— Представила картину. Ты сидишь в отдельной комнатке рядом с приемной врача, листаешь журнал с грязными картинками…
— Совсем все не так.
— А как, по-твоему, упрямец? Как, считаешь, они будут брать у тебя сперму?
— Не знаю. Мне всегда казалось, что именно поэтому медсестры носят резиновые перчатки.
— Извращенец, — сказала она и игриво ткнула его кулачком.
Она снова обнял ее.
— Иди ко мне.
Она устроилась в его объятиях поудобнее, прижалась щекой к плечу и сказала:
— Ребенок… Что за мысль!
—
— Так ты готов?
— Нет, черт побери. А ты?
— Ну, ясное дело, нет.
— Вот и отлично, — пробормотал Джек. — Почему мы должны отличаться от всех остальных?
Она рассеянно улыбнулась. Голос был еле слышен, точно замирал где-то вдали.
— Ах, если б мы только могли чуть больше походить на всех остальных!..
Джек не знал, что ответить, просто крепче обнял жену. Через минуту-другую она начала тихонько раскачиваться в его объятиях. А потом еле слышно запела колыбельную:
— Спи, малыш, усни.
Джек мысленно подпевал ей, но вдруг она умолкла на полуслове, холодно и резко — так умирают последние надежды и мечты. Он напрасно ждал, что Синди продолжит песенку.

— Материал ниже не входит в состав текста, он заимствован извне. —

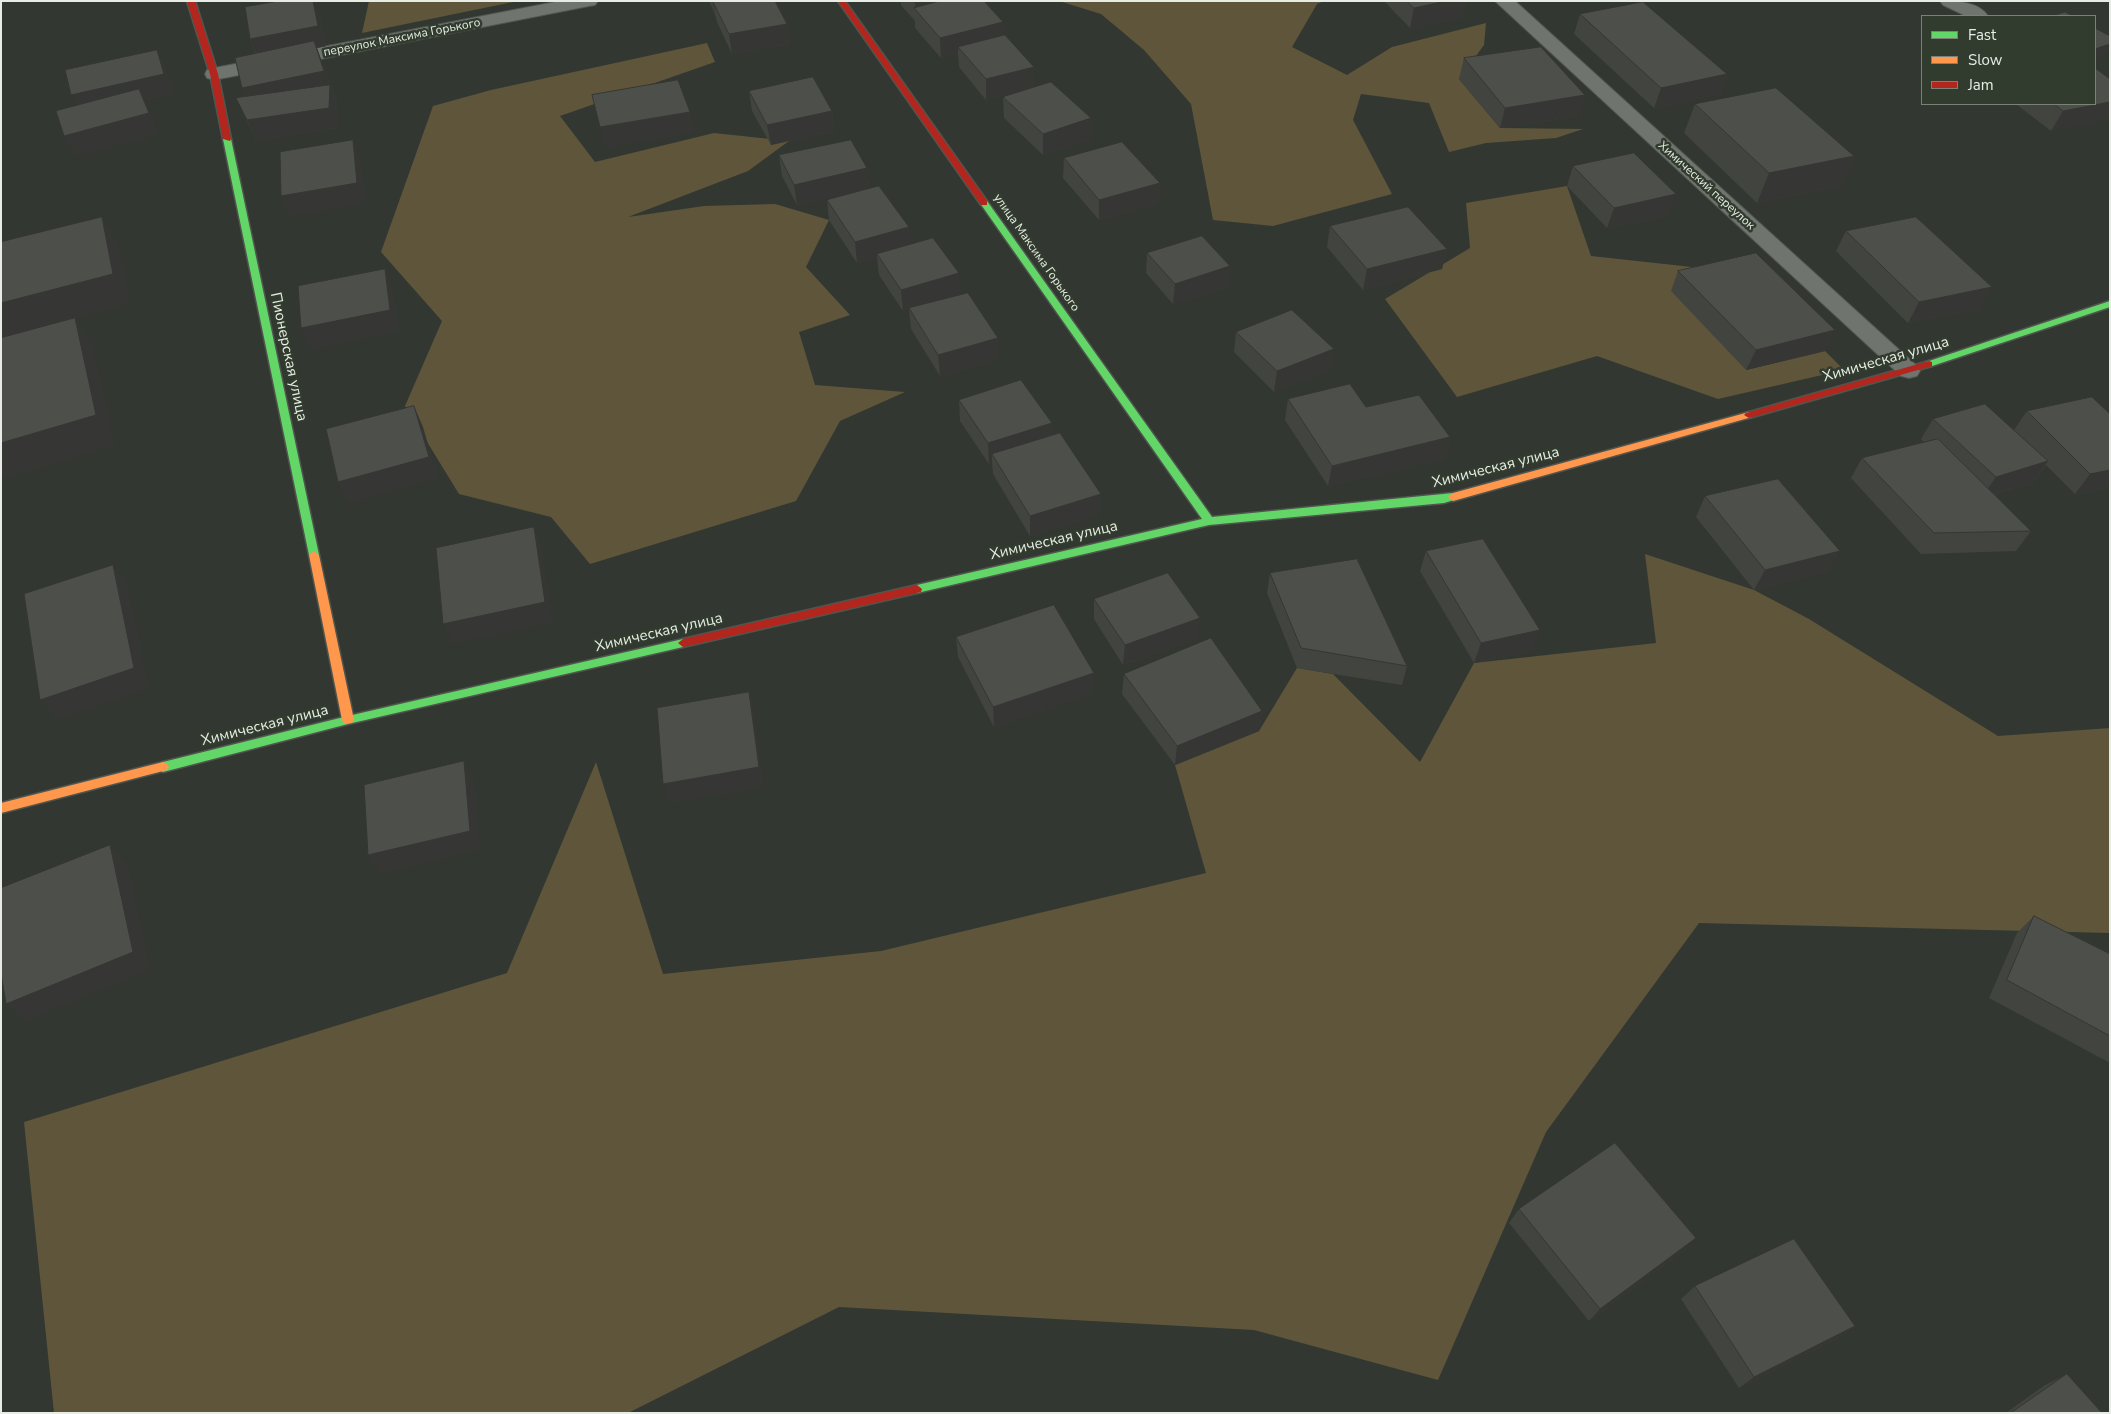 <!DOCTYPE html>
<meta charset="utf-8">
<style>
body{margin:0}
#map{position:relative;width:2111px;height:1414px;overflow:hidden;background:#323831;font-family:"Nunito Sans",sans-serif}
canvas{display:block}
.frame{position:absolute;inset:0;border:2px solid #e7ede5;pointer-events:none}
.legend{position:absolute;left:1921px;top:15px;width:175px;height:90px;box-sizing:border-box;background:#313b2e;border:1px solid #7a8277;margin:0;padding:6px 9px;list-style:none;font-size:15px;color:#e7ede5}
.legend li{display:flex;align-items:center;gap:10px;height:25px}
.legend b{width:25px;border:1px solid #7a8277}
</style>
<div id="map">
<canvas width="2111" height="1414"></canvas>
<div class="frame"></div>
<ul class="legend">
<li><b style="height:6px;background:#63d668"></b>Fast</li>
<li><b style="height:6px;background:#ff974d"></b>Slow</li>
<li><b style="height:6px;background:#b3261e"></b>Jam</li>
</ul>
</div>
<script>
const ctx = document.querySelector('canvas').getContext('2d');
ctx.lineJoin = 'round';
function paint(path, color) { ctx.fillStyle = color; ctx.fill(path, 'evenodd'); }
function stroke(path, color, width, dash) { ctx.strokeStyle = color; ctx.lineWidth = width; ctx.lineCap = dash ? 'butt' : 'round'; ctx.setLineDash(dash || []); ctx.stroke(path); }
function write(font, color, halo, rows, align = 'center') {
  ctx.font = font + ' "Nunito Sans",sans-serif'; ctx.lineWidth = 5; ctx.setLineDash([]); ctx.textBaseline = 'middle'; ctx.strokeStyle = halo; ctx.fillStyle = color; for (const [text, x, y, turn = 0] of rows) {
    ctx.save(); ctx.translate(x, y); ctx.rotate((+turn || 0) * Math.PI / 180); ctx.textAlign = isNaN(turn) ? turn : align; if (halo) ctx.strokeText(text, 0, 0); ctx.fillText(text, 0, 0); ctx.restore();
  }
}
paint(new Path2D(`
 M369,1h149l-156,32z
 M1059,1h265l-7,3 -25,43 55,28 45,-28 94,-24 -2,22 -25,34 41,49 83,1 -27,9 -70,5 -37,9 -20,-49 -68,-9 -8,26 39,74 -119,32 -60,-6 -22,-116 -47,-54 -43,-36z
 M707,43l8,19 -155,54 35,46 119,-29 75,8 -41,30 -120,46 76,-11 71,-2 54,16 -23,47 44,48 -51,17 16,53 90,7 -65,29 -44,80 -206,63 -39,-47 -92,-23 -54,-88 37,-85 -61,-69 52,-146 58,-16z
 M1567,186l24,70 156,17 -1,97 79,-19 19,19 -126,29 -121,-43 -140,41 -72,-98 85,-51 -4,-45z
 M1645,554l109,36 55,29 189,117 112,-8v205l-411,-10 -153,209 -108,248 -184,-50 -415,-23 -211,106h-574l-30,-291 483,-149 89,-211 67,212 218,-23 325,-78 -31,-108 84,-34 38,-63 36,6 87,88 54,-99 182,-20z`), '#5f553b');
const street = new Path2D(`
 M560,1h38l-3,4 -6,1 -375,74 -7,-2 -2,-4 2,-4 7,-2z
 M1495,1h20l402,365 3,5 -3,5 -8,2 -8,-2z
 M1940,1c16,0 38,0 48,15h-22l-23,-11z`);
const fast = new Path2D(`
 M224,137l7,2 88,416 -5,4 -5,-4 -86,-416z
 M984,200l3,1 225,316 241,-24 5,4 -1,2 -13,4 -235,22 -292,68 -4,-1 -1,-3 5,-4 285,-66 -222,-316z
 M2110,301v6l-178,59h-6l-2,-2 2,-2z
 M683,639l5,4 -5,4 -335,77 -185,48 -4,-2 -2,-3 2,-3 4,-2 185,-46z`);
const slow = new Path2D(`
 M1749,412l3,1v4l-299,84 -5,-4 5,-4z
 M314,551l5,4 35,165 -2,3h-8l-2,-3 -33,-165z
 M163,762l4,2 2,3 -2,3 -166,43v-10z`);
const jam = new Path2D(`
 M187,1h8l23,73 13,65 -1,2 -7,-2 -13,-65z
 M838,1h7l142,200v4h-6z
 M1929,361l3,1v4l-183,52 -5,-3 2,-2z
 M917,585l5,4 -1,3 -238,55 -5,-4 5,-4z`);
stroke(street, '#50554e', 2);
stroke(fast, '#50554e', 3);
stroke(slow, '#50554e', 3);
stroke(jam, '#50554e', 3);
paint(street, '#6f746e');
paint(fast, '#63d668');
paint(slow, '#ff974d');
paint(jam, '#b3261e');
paint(new Path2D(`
 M709,1h66l12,23 3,20 -58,10 -15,-32 -2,-8z
 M901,1h83l20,35 30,31v20l-48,13 -27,-33 -1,-13 -17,4 -26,-30v-7l-14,-16z
 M1384,1h82l-4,16 -52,11z
 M1580,14l147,60 -7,20 -66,14 -80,-74z
 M319,15l7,31 -9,2 13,37 8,20v23l-82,12 -20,-42 10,-2 10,-42 -6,-15z
 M1464,58l115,58 -79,12 -41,-49z
 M749,91l83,20 2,20 -63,14 -19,-34z
 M1003,97l88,42 -48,16 -39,-37z
 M1695,104l159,52 -14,30 -83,17 -73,-70z
 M2016,104h79l-44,27z
 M779,155l88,13 2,20 41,56 50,50 -31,9 69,56 -58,17 -29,-47 -2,-20 -6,2 -24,-36 -2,-17 -20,5 -28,-43 -2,-20 27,-8 -57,13 -15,-29z
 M1064,158l96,25 -2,20 -59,17 -36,-42z
 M1573,166l95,49 -61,13 -40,-42z
 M1330,226l117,23 -5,20 -79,21 -36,-43z
 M1846,231l134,77 -72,15 -72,-72z
 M1147,253l81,34 -55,17 -27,-31z
 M1678,271l147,80 -79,19 -75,-79z
 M1236,332l94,37 -56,23 -40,-40z
 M1288,399l78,8 84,30 -5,21 -117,28 -43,-66z
 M959,400l93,23v13l48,78 -70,22 -37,-62 -1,-11 -3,1 -29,-43z
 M2027,411l83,76 -35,7 -29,-29 -12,17 -40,12 37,37 -15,20 -95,3 -70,-76 11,-20 62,-16 -3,-3 12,-20 81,11z
 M1705,496l123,75 -74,19 -58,-73z
 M1426,551l107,99 -59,13 -54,-92z
 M1270,573l137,93 -5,19 -105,-17 -30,-75z
 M1094,599l104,39 -75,27 -29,-46z
 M956,637l137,55 -99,35 -36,-70z
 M1124,674l138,37 -3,20 -84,34 -53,-71z
 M2034,916l76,38v109l-121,-65 28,-65z
 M1519,1209l164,42 -94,70 -80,-98z
 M1695,1286l160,40 -17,12 -99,50 -58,-89z
 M2067,1374l35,39h-96l39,-28z`), '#424440');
paint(new Path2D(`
 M313,1h1l5,14 7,31 -9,2 13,37 8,20v23l-82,12 -9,-20 4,-12 -9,-20 17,-29 -9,-20z
 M922,1h57l-64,8v-6z
 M1446,1h20l-4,16 -52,11 4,-20z
 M713,4h1l1,10z
 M1003,22l1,20 -46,5v7l-17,4 -1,-20z
 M787,24l3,20 -58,10 -3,-20z
 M2110,44v8l-15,6v-9z
 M157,50l10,20 7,24 -29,7 14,33 -83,22 -12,-20 18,-20 -11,-21z
 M1034,67v20l-48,13v-21z
 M1727,74l-7,20 -66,14 7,-20z
 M1585,95l-6,21 -79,12 5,-20z
 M2110,102v18l-59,11 12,-20z
 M832,111l2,20 -63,14 -4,-20z
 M690,112l4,20 -88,16 -6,-21z
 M1091,118v21l-48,16v-21z
 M353,140l8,21 4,42 -74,13 -10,-20z
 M1854,156l-14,30 -83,17 12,-30z
 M867,168l2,21 -72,16 -3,-20z
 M1160,183l-2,20 -59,17v-20z
 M1676,194l-8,21 -61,13 7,-20z
 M102,217l17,30 11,57 -55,14 18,29 22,98 -114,34v-176z
 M909,227l2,21 -34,6v4l-20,5 -2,-21z
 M1447,249l-5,20 -79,21 4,-21z
 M1230,266l-2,21 -55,17 2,-20z
 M385,269l8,21 6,41 -88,18 -10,-21z
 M959,273l1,21 -57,17 -2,-21z
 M1992,287l-12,21 -72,15 11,-21z
 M1835,330l-10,21 -79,19 10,-20z
 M998,338v21l-58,17 -2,-21z
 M1334,349l-4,20 -56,23 3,-21z
 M414,406l9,21 15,51 -90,25 -10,-21z
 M1052,423v20l-60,11v9l-3,1 -1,-21z
 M1450,437l-5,21 -117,28 4,-20z
 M2048,461l-14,21 -52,15 14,-20z
 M2110,470v17l-35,7 15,-20z
 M1101,494l-1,20 -70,22v-20z
 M534,527l8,21 11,74 -101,22 -9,-20z
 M1840,551l-12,20 -74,19 11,-20z
 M113,565l14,20 22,103 -92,32 -17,-20z
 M1200,618l-2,20 -75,27 2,-20z
 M1540,630l-7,20 -59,13 7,-20z
 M1094,673l-1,19 -99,35 -1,-20z
 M749,692l5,19 10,76 -94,16 -7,-19z
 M1262,711l-3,20 -84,34 2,-19z
 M464,761l10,19 6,69 -100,25 -12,-19z
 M110,845l17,19 23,105 -124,52 -20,-17z
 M1696,1238l-13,13 -94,70 11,-12z
 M1855,1326l-17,12 -99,50 15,-11z`), '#363734');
const building = new Path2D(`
 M279,1h34l5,25 -68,13 -5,-32z
 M718,1h57l12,23 -58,10 -16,-32z
 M913,1h9l-7,2z
 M940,1h44l19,21 -63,16 -26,-30z
 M1407,1h39l-32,7z
 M1643,2l84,72 -66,14 -81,-74z
 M2065,12l8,4h-20z
 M2095,28l15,8v8l-15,5z
 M1005,35l29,32 -48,12 -28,-32z
 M314,41l10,30 -82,17 -7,-30z
 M1541,47l44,48 -80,13 -41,-50z
 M157,50l7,24 -93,21 -6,-25z
 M2095,68l15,11v23l-47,9 -9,-7h41z
 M813,77l19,34 -65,14 -18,-34z
 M678,80l12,32 -90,15 -8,-32z
 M1051,82l40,36 -48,16 -40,-37z
 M330,85l-1,23 -82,12 -11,-22z
 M1776,88l78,68 -85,17 -74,-69z
 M139,89l10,24 -85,23 -8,-25z
 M353,140l4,43 -76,13 -1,-44z
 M851,140l16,28 -73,17 -15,-30z
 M1122,142l38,41 -61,17 -35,-42z
 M1634,153l42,41 -62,14 -41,-42z
 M879,186l30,41 -54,15 -28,-42z
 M1408,207l39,42 -80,20 -37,-43z
 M102,217l11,57 -112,29v-61z
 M1916,217l76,70 -73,15 -73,-71z
 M1202,236l28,30 -55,18 -28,-31z
 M933,238l26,35 -58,17 -24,-36z
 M1756,253l79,77 -79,20 -78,-79z
 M385,269l5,41 -89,18 -3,-42z
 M968,293l30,45 -60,17 -29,-47z
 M1292,310l42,39 -57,22 -41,-39z
 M75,318l21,97 -95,28v-105z
 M1021,380l31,43 -64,20 -29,-43z
 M1350,384l16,23 53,-12 31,42 -118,29 -44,-67z
 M2092,397l18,17v56l-20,4 -63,-63z
 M1985,404l63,57 -52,16 -63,-58z
 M414,406l15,51 -91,25 -12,-53z
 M1060,433l41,61 -71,22 -38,-62z
 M1938,439l93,92 -97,2 -72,-75z
 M1778,479l62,72 -75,19 -60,-74z
 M534,527l11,75 -102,22 -7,-76z
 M1483,539l57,91 -59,13 -55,-92z
 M1357,559l50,107 -106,-18 -31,-75z
 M113,565l21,103 -94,32 -16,-106z
 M1168,573l32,45 -75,27 -31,-46z
 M1054,605l40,68 -101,34 -37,-70z
 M1211,638l51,73 -85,35 -53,-72z
 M749,692l10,75 -96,17 -6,-76z
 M464,761l6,70 -102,24 -4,-70z
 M110,845l23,107 -127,52 -5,-31v-85z
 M2034,916l76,38v82l-103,-56z
 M1615,1143l81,95 -96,71 -81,-100z
 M1794,1239l61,87 -101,51 -59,-91z
 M2067,1374l35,39h-91z`);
paint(building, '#4d4f4a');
stroke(building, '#363734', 1);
write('12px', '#e7ede5', '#313b2e', [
 ["переулок Максима Горького",402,38,-11],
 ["Химический переулок",1706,186,42],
 ["улица Максима Горького",1036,253,55]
]);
write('15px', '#e7ede5', '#313b2e', [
 ["Пионерская улица",288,357,78],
 ["Химическая улица",1886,360,-16],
 ["Химическая улица",1496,468,-14],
 ["Химическая улица",1054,541,-13],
 ["Химическая улица",659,633,-13],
 ["Химическая улица",265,726,-14]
]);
</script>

Так они и сидели, крепко обнявшись, не произнося ни единого слова, и не решались разжать руки.
17
Утром Джек бегал дольше, чем обычно, — сначала по обсаженной деревьями тропинке вдоль Олд-Катлер-роуд, потом по набережной до Коко-Плам — фешенебельного приморского района. Земля была устлана листвой, осыпавшейся со столетних индейских смоковниц; ветви деревьев образовывали над ней нечто вроде тоннеля. Типичный для Майами пейзаж. В порывах дующего с востока ветра чувствовался привкус соли. Машин было немного, но вскоре наступит час пик, и по бульвару нескончаемым потоком потянутся «БМВ», «ягуары» и «мерседесы». Богачи поедут с окраин к роскошным офисам, расположенным в небоскребах в центре. Нет, в этом районе встречались и американские автомашины, но лишь такие, что занимали сразу два парковочных места на стоянках перед шикарными магазинами Бол-Харбор. В них подъезжало к школам молодое поколение — будущие обожатели французских вин и нарядов от Гуччи.
Джек приближался к четырехмильной отметине своего пробега, чувствуя, как сказывается усталость от бессонной ночи. Они с Синди улеглись в постель около трех. Джек Долго не мог уснуть, все думал о письме к прокурору. И еще почему-то о матери. Видно, из-за ночного разговора с Синди.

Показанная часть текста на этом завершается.